(Problem description) From the entries below, copy every line where the string "they" appears.

___ Information given

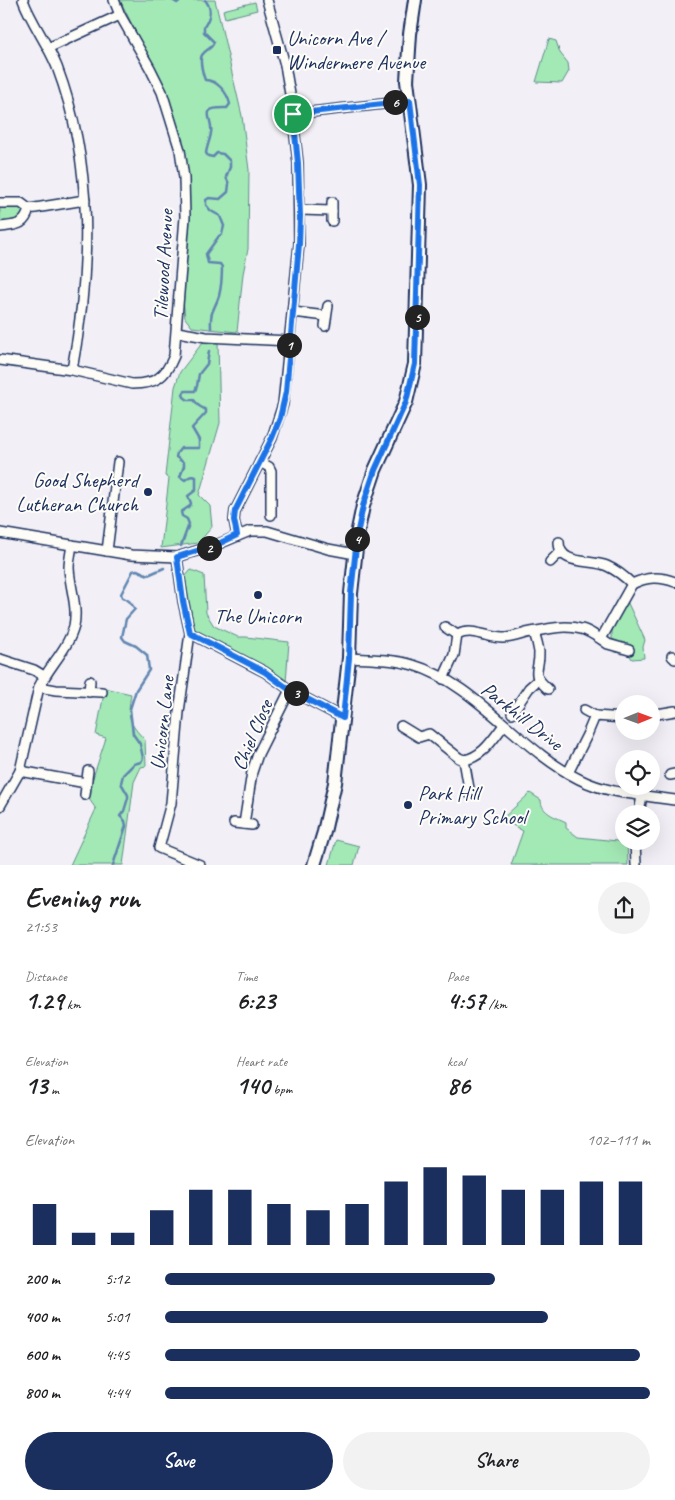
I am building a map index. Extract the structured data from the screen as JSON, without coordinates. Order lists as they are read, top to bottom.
{
  "streets": {
    "street": [
      "Tilewood Avenue",
      "Parkhill Drive",
      "Unicorn Lane",
      "Chiel Close"
    ]
  },
  "places": {
    "transit": ["Unicorn Ave / Windermere Avenue"],
    "other": ["Good Shepherd Lutheran Church", "The Unicorn", "Park Hill Primary School"]
  },
  "north": "right",
  "page": {
    "pins": [
      "6",
      "5",
      "1",
      "4",
      "2",
      "3"
    ],
    "heading": ["Evening run", "21:53"],
    "stats": [
      ["Distance", "1.29 km"],
      ["Time", "6:23"],
      ["Pace", "4:57 /km"],
      ["Elevation", "13 m"],
      ["Heart rate", "140 bpm"],
      ["kcal", "86"]
    ],
    "chart": ["Elevation", "102–111 m"],
    "list": [
      {
        "name": "200 m",
        "note": "5:12"
      },
      {
        "name": "400 m",
        "note": "5:01"
      },
      {
        "name": "600 m",
        "note": "4:45"
      },
      {
        "name": "800 m",
        "note": "4:44"
      }
    ],
    "buttons": ["Save", "Share"]
  }
}
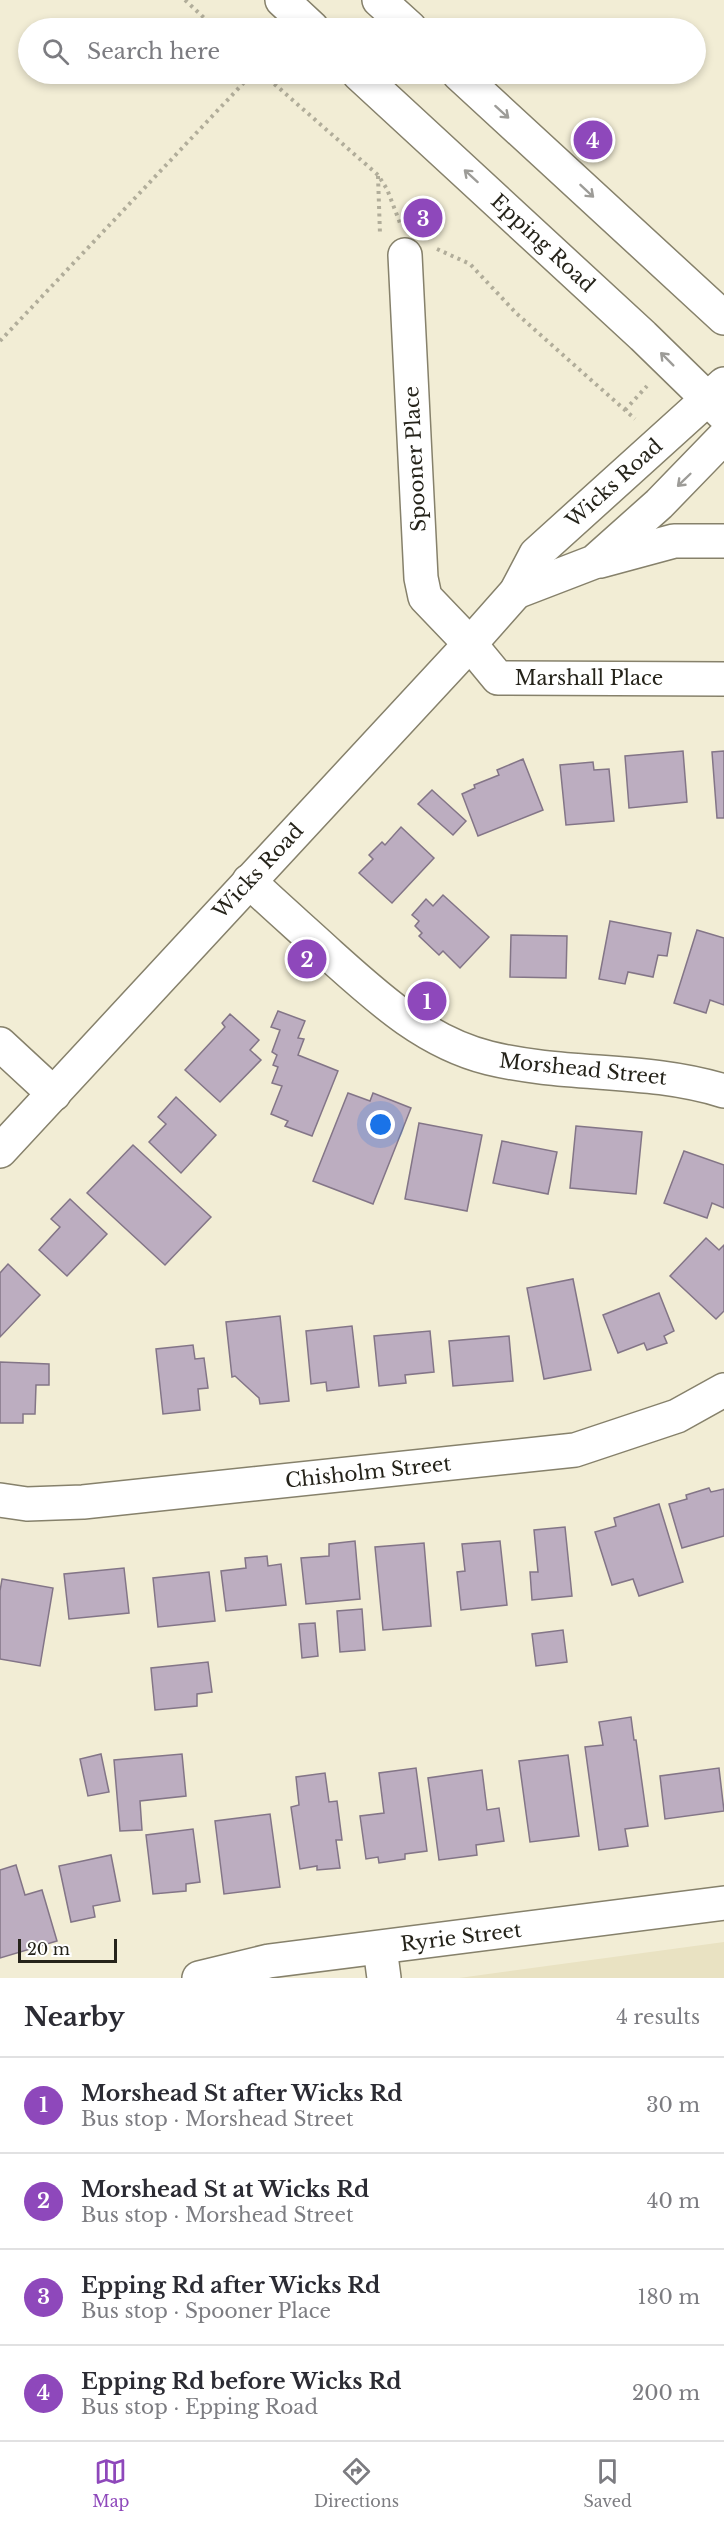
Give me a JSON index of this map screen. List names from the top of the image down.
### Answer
{
  "streets": {
    "street": [
      "Epping Road",
      "Spooner Place",
      "Wicks Road",
      "Marshall Place",
      "Morshead Street",
      "Chisholm Street",
      "Ryrie Street"
    ]
  },
  "crossings": [
    ["Epping Road", "Wicks Road"],
    ["Spooner Place", "Wicks Road"],
    ["Spooner Place", "Marshall Place"],
    ["Wicks Road", "Marshall Place"],
    ["Wicks Road", "Morshead Street"]
  ],
  "scale_bar": "20 m",
  "page": {
    "search": "Search here",
    "pins": [
      "4",
      "3",
      "2",
      "1"
    ],
    "scale": "20 m",
    "heading": ["Nearby", "4 results"],
    "list": [
      {
        "mark": "1",
        "name": "Morshead St after Wicks Rd",
        "note": "Bus stop · Morshead Street",
        "value": "30 m"
      },
      {
        "mark": "2",
        "name": "Morshead St at Wicks Rd",
        "note": "Bus stop · Morshead Street",
        "value": "40 m"
      },
      {
        "mark": "3",
        "name": "Epping Rd after Wicks Rd",
        "note": "Bus stop · Spooner Place",
        "value": "180 m"
      },
      {
        "mark": "4",
        "name": "Epping Rd before Wicks Rd",
        "note": "Bus stop · Epping Road",
        "value": "200 m"
      }
    ],
    "nav": ["Map", "Directions", "Saved"]
  }
}
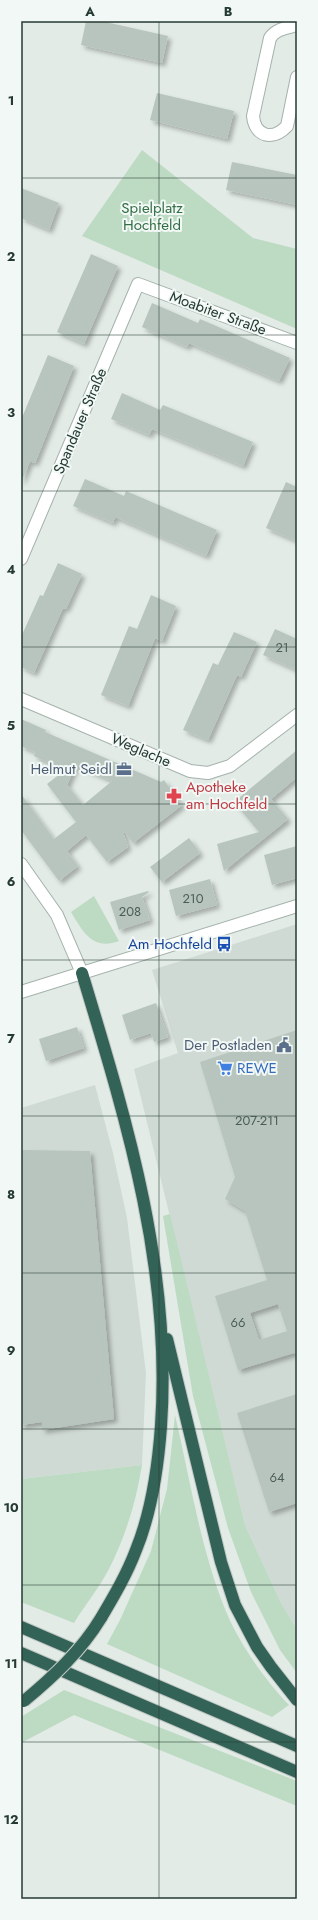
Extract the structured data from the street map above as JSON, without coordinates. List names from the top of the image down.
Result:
{
  "streets": {
    "street": ["Moabiter Straße", "Spandauer Straße", "Weglache"]
  },
  "crossings": [
    ["Moabiter Straße", "Spandauer Straße"]
  ],
  "parks": ["Spielplatz Hochfeld"],
  "places": {
    "office": ["Helmut Seidl"],
    "pharmacy": ["Apotheke am Hochfeld"],
    "bus stop": ["Am Hochfeld"],
    "public building": ["Der Postladen"],
    "supermarket": ["REWE"]
  },
  "house_numbers": [
    "21",
    "210",
    "208",
    "207-211",
    "66",
    "64"
  ],
  "grid": {
    "columns": ["A", "B"],
    "rows": [
      "1",
      "2",
      "3",
      "4",
      "5",
      "6",
      "7",
      "8",
      "9",
      "10",
      "11",
      "12"
    ]
  }
}
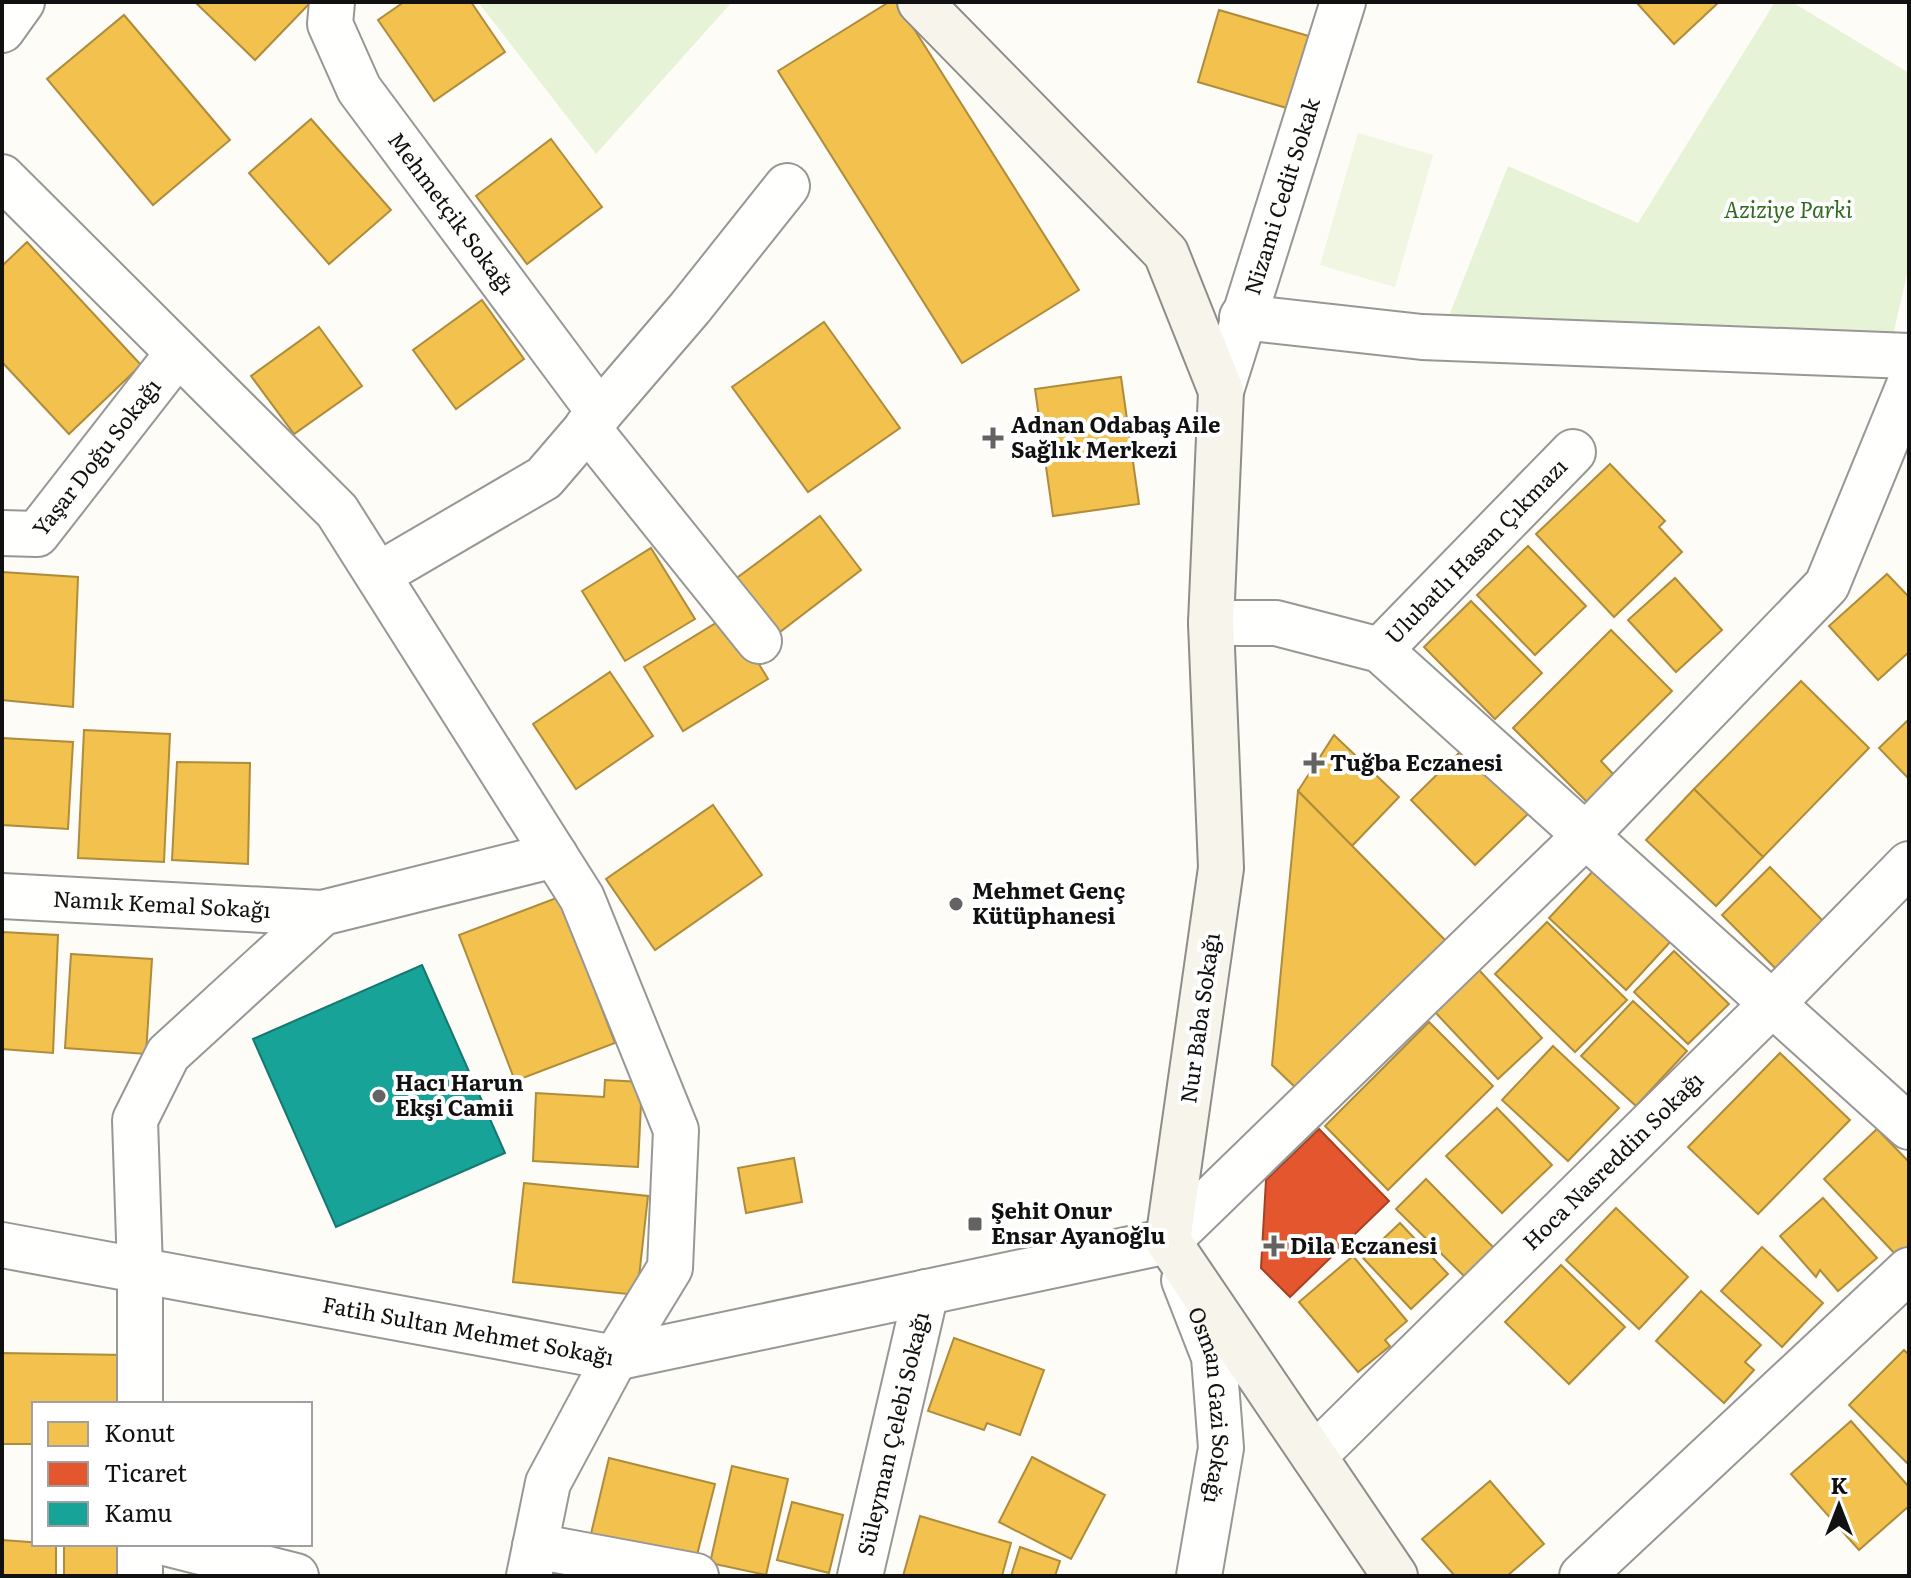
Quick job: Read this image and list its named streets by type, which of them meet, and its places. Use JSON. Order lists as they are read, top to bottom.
{
  "streets": {
    "main road": ["Nur Baba Sokağı"],
    "street": [
      "Nizami Cedit Sokak",
      "Mehmetçik Sokağı",
      "Yaşar Doğu Sokağı",
      "Ulubatlı Hasan Çıkmazı",
      "Namık Kemal Sokağı",
      "Hoca Nasreddin Sokağı",
      "Fatih Sultan Mehmet Sokağı",
      "Osman Gazi Sokağı",
      "Süleyman Çelebi Sokağı"
    ]
  },
  "crossings": [
    ["Nizami Cedit Sokak", "Nur Baba Sokağı"],
    ["Nur Baba Sokağı", "Fatih Sultan Mehmet Sokağı"],
    ["Nur Baba Sokağı", "Osman Gazi Sokağı"],
    ["Fatih Sultan Mehmet Sokağı", "Osman Gazi Sokağı"],
    ["Fatih Sultan Mehmet Sokağı", "Süleyman Çelebi Sokağı"]
  ],
  "parks": ["Aziziye Parki"],
  "places": {
    "health": ["Adnan Odabaş Aile Sağlık Merkezi", "Tuğba Eczanesi", "Dila Eczanesi"],
    "other": ["Mehmet Genç Kütüphanesi", "Hacı Harun Ekşi Camii"],
    "transit": ["Şehit Onur Ensar Ayanoğlu"]
  },
  "legend": ["Konut", "Ticaret", "Kamu"],
  "north": "top"
}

______

(Written answer)
I am building a map index. Extract the structured data from the screen as JSON, without coordinates. Order lists as they are read, top to bottom.
Quick job: Read this image and list its named streets by type, which of them meet, and its places. Use JSON. Order lists as they are read, top to bottom.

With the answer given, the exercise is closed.